(Problem details):
Please report every line in the entries that contains the string "places".

(Provided records):
______

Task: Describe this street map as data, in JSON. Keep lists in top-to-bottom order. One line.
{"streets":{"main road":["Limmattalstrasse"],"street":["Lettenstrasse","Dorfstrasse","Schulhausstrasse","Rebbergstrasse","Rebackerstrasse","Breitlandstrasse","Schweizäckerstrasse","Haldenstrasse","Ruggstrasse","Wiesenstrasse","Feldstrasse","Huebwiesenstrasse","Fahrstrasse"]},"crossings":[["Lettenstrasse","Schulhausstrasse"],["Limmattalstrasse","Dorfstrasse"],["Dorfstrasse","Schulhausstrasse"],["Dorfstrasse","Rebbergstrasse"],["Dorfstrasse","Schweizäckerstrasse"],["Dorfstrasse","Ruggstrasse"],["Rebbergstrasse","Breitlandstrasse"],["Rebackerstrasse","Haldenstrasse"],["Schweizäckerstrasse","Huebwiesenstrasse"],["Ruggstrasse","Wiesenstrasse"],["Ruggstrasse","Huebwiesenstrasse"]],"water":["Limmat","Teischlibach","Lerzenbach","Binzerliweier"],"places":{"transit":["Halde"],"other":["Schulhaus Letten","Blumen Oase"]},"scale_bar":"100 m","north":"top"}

______

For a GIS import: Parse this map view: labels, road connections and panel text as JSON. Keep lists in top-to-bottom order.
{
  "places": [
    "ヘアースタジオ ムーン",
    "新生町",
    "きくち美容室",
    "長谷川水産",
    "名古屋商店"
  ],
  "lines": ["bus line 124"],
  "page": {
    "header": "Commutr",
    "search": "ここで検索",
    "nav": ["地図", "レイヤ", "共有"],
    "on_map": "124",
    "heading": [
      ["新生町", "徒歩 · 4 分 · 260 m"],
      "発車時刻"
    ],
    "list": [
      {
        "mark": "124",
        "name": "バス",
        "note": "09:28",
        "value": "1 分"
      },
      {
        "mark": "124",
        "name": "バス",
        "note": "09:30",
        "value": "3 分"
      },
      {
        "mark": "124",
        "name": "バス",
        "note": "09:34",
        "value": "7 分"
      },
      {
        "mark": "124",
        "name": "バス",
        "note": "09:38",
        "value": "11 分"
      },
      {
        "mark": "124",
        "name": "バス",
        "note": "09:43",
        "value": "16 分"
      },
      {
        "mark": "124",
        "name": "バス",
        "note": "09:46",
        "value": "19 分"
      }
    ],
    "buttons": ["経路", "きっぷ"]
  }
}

______

(Solved problem):
{"streets":{"main road":["Limmattalstrasse"],"street":["Lettenstrasse","Dorfstrasse","Schulhausstrasse","Rebbergstrasse","Rebackerstrasse","Breitlandstrasse","Schweizäckerstrasse","Haldenstrasse","Ruggstrasse","Wiesenstrasse","Feldstrasse","Huebwiesenstrasse","Fahrstrasse"]},"crossings":[["Lettenstrasse","Schulhausstrasse"],["Limmattalstrasse","Dorfstrasse"],["Dorfstrasse","Schulhausstrasse"],["Dorfstrasse","Rebbergstrasse"],["Dorfstrasse","Schweizäckerstrasse"],["Dorfstrasse","Ruggstrasse"],["Rebbergstrasse","Breitlandstrasse"],["Rebackerstrasse","Haldenstrasse"],["Schweizäckerstrasse","Huebwiesenstrasse"],["Ruggstrasse","Wiesenstrasse"],["Ruggstrasse","Huebwiesenstrasse"]],"water":["Limmat","Teischlibach","Lerzenbach","Binzerliweier"],"places":{"transit":["Halde"],"other":["Schulhaus Letten","Blumen Oase"]},"scale_bar":"100 m","north":"top"}
  "places": [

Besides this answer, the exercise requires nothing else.